According to an email from Birmingham-Southern College President Daniel Coleman to alumni obtained by the Birmingham Business Journal, Coleman said he "hopes these appropriations will be a part of Gov. Kay Ivey's proposed budgets and that the Alabama Legislature will concur."

"Even so, we have much work to do to make it happen — primarily letting the governor and the Legislature know that there is public support for this investment," Coleman said in the email. "We need to time our effort to begin on Jan. 5, 2023, and continue through at least the middle of the month."

Coleman suggests that alumni call and email state and local lawmakers to support the bailout. 

Coleman told Jefferson County lawmakers recently that the school's financial troubles resulted from debt from campus building projects in the 2000s.

"Unfortunately, these good times ended when the College spent a lot of its endowment and took on a significant amount of debt between 2005 and 2010," Coleman said. "While the plan to build out a fabulous campus to attract more students was well-intentioned, the execution of this plan was fraught; its timing was a disaster. Had we not undertaken this strategy, our endowment would be close (to) $200 million.
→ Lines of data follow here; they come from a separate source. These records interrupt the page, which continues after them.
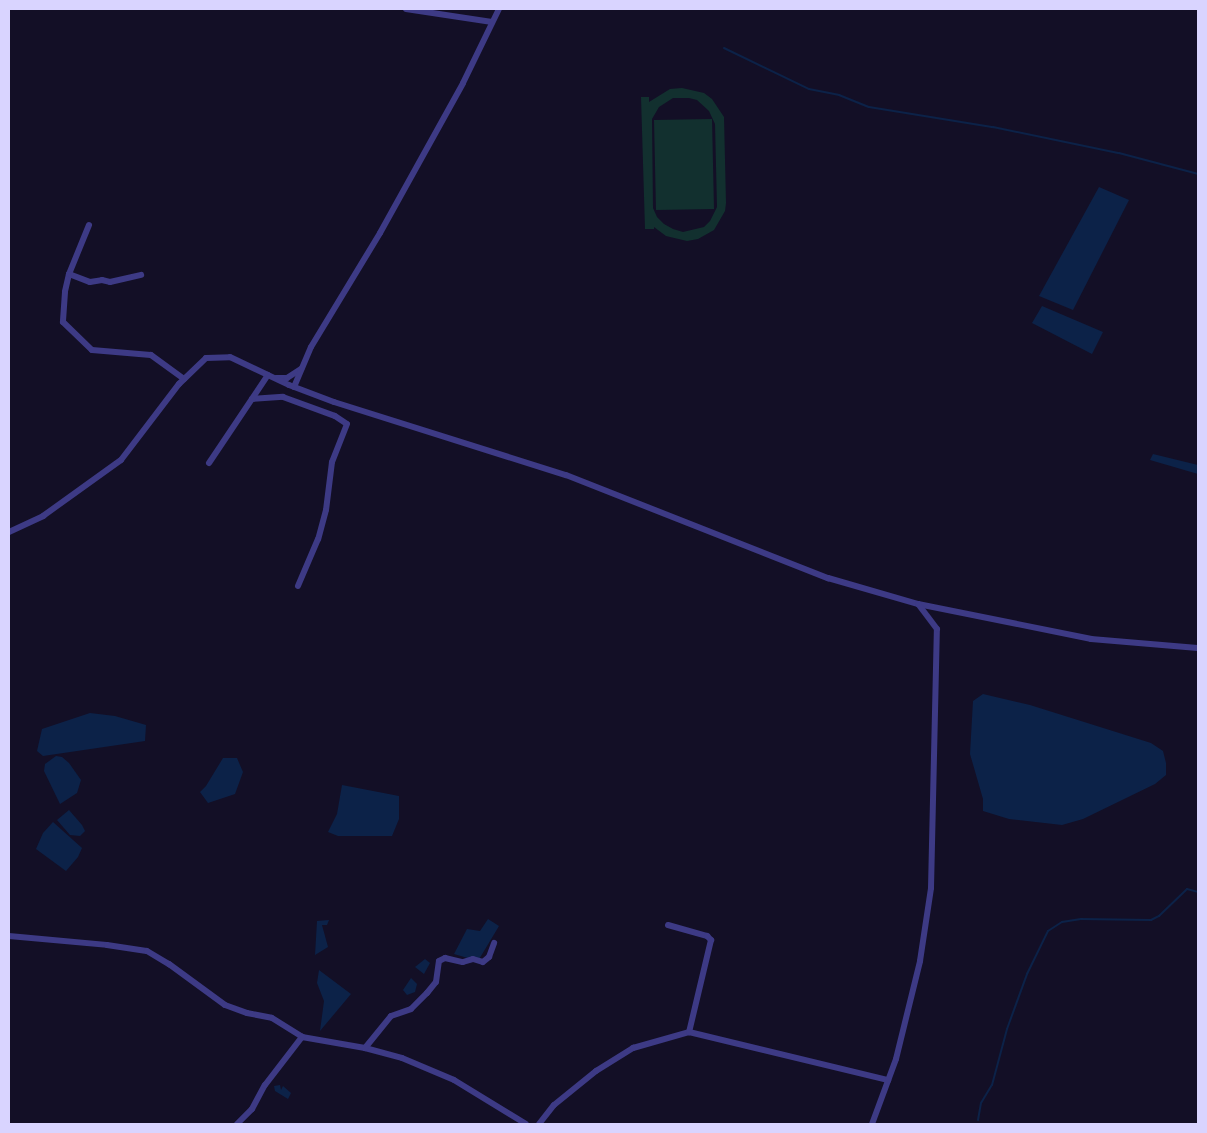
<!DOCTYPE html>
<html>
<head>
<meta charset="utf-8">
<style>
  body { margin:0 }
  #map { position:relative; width:1207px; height:1133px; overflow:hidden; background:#130f26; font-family:Manrope,sans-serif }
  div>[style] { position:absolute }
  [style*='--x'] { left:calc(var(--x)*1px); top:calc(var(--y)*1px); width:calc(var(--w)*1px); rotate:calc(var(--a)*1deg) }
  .green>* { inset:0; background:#12302f }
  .water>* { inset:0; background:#0c2248 }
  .stream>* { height:2px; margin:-1px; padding:0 1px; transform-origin:1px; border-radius:1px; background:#0c2248 }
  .minor>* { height:6px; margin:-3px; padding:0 3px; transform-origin:3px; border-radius:3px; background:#3d3a85 }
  span { translate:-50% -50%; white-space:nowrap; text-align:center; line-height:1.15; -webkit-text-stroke:4.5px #130f26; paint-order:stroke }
  .frame { position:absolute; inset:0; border:10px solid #d9d4ff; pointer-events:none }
</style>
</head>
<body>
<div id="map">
  <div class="green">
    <div style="clip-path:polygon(evenodd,682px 88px,704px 93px,712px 99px,724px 117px,726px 203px,725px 211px,714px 230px,698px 239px,687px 241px,666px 236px,654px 227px,654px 229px,645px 229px,641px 97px,649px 97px,649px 102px,670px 89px,682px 88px,673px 98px,689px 98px,697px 100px,709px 111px,715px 124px,717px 207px,710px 221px,704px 227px,683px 232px,673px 229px,664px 224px,657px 217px,653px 208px,652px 119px,659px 107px,673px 98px)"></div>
    <div style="clip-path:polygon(712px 119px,714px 209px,656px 210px,654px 120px)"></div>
  </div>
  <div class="water">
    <div style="clip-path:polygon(1099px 187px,1129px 200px,1073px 310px,1039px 296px)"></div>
    <div style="clip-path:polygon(1042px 306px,1103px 332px,1092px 354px,1032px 323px)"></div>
    <div style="clip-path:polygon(1153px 454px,1198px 465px,1198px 474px,1150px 460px)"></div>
    <div style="clip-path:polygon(983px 694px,1030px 705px,1151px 743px,1163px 751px,1166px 763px,1166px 775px,1155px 784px,1083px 819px,1062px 825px,1009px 819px,983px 811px,983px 799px,970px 754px,973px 701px)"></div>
    <div style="clip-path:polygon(90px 713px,115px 716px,146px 725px,145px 741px,43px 756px,37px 751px,42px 729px)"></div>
    <div style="clip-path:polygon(56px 756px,62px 757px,69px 763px,81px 780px,77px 793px,60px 804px,44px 771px,45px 764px)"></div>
    <div style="clip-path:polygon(223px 758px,237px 758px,243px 772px,235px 794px,208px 803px,200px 792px,206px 786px)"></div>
    <div style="clip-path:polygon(342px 785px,399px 796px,399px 819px,392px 836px,338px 836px,328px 832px,337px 814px)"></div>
    <div style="clip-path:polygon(69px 810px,82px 825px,85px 831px,80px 836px,70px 835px,57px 820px)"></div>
    <div style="clip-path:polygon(53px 822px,82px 848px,78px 857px,66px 871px,36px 849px,43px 833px)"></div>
    <div style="clip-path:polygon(488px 919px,499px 926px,478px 961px,454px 954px,467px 929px,480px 931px)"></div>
    <div style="clip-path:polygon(329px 920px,327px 925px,322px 925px,328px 947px,315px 955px,317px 921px)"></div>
    <div style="clip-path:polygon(425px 959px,430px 963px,424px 974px,415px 967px)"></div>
    <div style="clip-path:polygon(319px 970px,351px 994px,320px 1031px,324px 1001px,317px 983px)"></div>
    <div style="clip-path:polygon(411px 978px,417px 984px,415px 992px,407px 995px,403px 990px)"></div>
    <div style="clip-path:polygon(280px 1085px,281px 1090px,283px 1086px,291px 1093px,288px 1099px,275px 1091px,274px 1086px)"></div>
  </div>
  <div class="stream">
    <div style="--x:724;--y:48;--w:94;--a:25.8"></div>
    <div style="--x:809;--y:89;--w:31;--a:11"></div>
    <div style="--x:839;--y:95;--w:32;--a:22"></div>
    <div style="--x:869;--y:107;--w:126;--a:9.2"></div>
    <div style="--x:993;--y:127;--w:129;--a:11.7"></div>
    <div style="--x:1119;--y:153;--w:82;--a:14.9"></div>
    <div style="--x:978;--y:1120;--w:17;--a:-80"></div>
    <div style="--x:981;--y:1103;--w:21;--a:-59"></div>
    <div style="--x:992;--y:1085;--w:58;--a:-75"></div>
    <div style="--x:1007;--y:1029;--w:59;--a:-70"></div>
    <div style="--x:1027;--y:974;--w:48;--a:-64"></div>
    <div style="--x:1048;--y:931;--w:17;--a:-33"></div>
    <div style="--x:1062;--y:922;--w:19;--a:-9"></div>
    <div style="--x:1081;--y:919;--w:70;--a:0.8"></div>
    <div style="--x:1151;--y:920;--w:9;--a:-27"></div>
    <div style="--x:1159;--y:916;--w:39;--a:-44"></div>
    <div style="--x:1187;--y:889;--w:11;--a:15"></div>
  </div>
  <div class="minor">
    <div style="--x:406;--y:9;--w:87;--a:8.6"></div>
    <div style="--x:89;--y:225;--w:53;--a:112.2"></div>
    <div style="--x:69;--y:274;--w:18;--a:103"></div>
    <div style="--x:65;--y:292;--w:30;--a:94"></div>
    <div style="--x:63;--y:322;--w:40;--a:44"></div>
    <div style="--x:92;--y:350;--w:59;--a:4.8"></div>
    <div style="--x:151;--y:355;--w:41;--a:36"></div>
    <div style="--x:69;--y:274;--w:22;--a:21"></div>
    <div style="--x:90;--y:282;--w:12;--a:-9"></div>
    <div style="--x:102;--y:280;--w:8;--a:14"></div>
    <div style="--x:110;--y:282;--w:32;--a:-13"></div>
    <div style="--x:276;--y:378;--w:11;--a:0"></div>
    <div style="--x:287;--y:378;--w:17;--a:-33"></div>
    <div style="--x:294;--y:387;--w:43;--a:-67"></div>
    <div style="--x:311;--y:347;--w:133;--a:-58.8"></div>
    <div style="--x:380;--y:233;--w:171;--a:-61"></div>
    <div style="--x:463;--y:83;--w:82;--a:-64.1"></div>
    <div style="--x:252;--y:399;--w:31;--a:-4"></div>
    <div style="--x:283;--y:397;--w:55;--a:20.1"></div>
    <div style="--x:335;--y:416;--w:14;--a:34"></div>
    <div style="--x:347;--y:424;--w:41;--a:111.5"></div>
    <div style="--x:332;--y:462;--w:48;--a:97.1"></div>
    <div style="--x:326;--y:510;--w:30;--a:105"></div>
    <div style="--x:318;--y:539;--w:51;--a:113.1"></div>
    <div style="--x:209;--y:463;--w:106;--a:-56.2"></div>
    <div style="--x:9;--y:532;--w:38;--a:-25"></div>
    <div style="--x:43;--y:516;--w:96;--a:-35.7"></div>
    <div style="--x:121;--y:460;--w:96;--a:-52.7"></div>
    <div style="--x:179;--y:384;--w:37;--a:-44"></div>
    <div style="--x:206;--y:358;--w:24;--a:-2"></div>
    <div style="--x:230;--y:357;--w:65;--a:25.4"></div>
    <div style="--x:289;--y:385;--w:48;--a:20.7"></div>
    <div style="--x:334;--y:402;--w:243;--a:17.5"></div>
    <div style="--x:566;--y:475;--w:282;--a:21.5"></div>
    <div style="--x:828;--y:578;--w:94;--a:16.1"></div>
    <div style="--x:918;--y:604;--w:177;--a:11.4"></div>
    <div style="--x:1091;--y:639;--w:107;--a:4.8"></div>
    <div style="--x:668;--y:925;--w:41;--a:15.8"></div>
    <div style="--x:707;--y:936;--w:6;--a:45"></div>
    <div style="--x:711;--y:940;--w:95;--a:103.4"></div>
    <div style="--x:9;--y:936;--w:98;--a:5.2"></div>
    <div style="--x:107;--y:945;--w:40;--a:8.5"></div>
    <div style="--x:147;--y:951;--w:26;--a:31"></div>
    <div style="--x:169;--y:964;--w:69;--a:36.2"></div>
    <div style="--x:225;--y:1005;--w:23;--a:20"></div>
    <div style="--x:247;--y:1013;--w:25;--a:11"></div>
    <div style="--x:272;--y:1018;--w:36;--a:32"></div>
    <div style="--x:302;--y:1037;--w:64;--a:9.9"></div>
    <div style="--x:365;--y:1048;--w:38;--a:15"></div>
    <div style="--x:402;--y:1058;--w:56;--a:22.9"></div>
    <div style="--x:454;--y:1080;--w:84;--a:31.4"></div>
    <div style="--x:365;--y:1048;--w:41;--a:-50.9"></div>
    <div style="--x:391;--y:1016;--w:21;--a:-19"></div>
    <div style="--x:411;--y:1009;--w:23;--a:-45"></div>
    <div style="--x:427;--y:993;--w:14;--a:-51"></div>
    <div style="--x:436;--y:982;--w:21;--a:-82"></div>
    <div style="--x:439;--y:961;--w:7;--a:-27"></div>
    <div style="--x:445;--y:958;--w:18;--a:13"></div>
    <div style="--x:463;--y:962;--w:10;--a:-17"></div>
    <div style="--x:473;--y:959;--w:10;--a:17"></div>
    <div style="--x:483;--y:962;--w:8;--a:-40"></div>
    <div style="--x:489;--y:957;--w:15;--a:-70"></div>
    <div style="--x:237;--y:1124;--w:21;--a:-45"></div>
    <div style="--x:252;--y:1109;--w:27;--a:-62"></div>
    <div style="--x:265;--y:1085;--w:61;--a:-52.4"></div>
    <div style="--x:539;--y:1124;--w:24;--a:-52"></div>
    <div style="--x:554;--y:1105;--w:54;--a:-39"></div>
    <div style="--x:596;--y:1071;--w:44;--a:-31.9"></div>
    <div style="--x:633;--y:1048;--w:58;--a:-15.9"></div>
    <div style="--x:689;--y:1032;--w:205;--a:13.6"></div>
    <div style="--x:872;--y:1124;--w:69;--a:-69.7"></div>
    <div style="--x:896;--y:1059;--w:101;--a:-76.2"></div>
    <div style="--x:920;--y:961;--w:74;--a:-81.4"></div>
    <div style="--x:931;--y:888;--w:259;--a:-88.7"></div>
    <div style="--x:937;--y:629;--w:31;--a:-127"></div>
  </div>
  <div class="frame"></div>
</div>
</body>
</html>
Our campus would not be quite as beautiful, but I would not be standing here before you today."

BSC officials announced in a press release in December the private college would be seeking a combination of federal funding and state, city and county funding, amounting to $37.5 million.

Under BSC's request, $12.5 million would come from ARPA funds, $17.5 million from the state of Alabama, $5 million from the city of Birmingham, and $2.5 million from Jefferson County.

The government bailout is necessary "in order to allow sufficient time for this fundraising effort to succeed and to give BSC breathing room to operate, we are seeking a one-time contribution," according to BSC's press release in December. 

BSC stated in December they had raised $45 million from private donors towards their fundraising goal of $200 million by May 2026.

Jefferson County Commission President Jimmie Stephens told 1819 News in December that giving BSC millions in taxpayer dollars would be a "very slippery slope that we would have difficulty retreating from."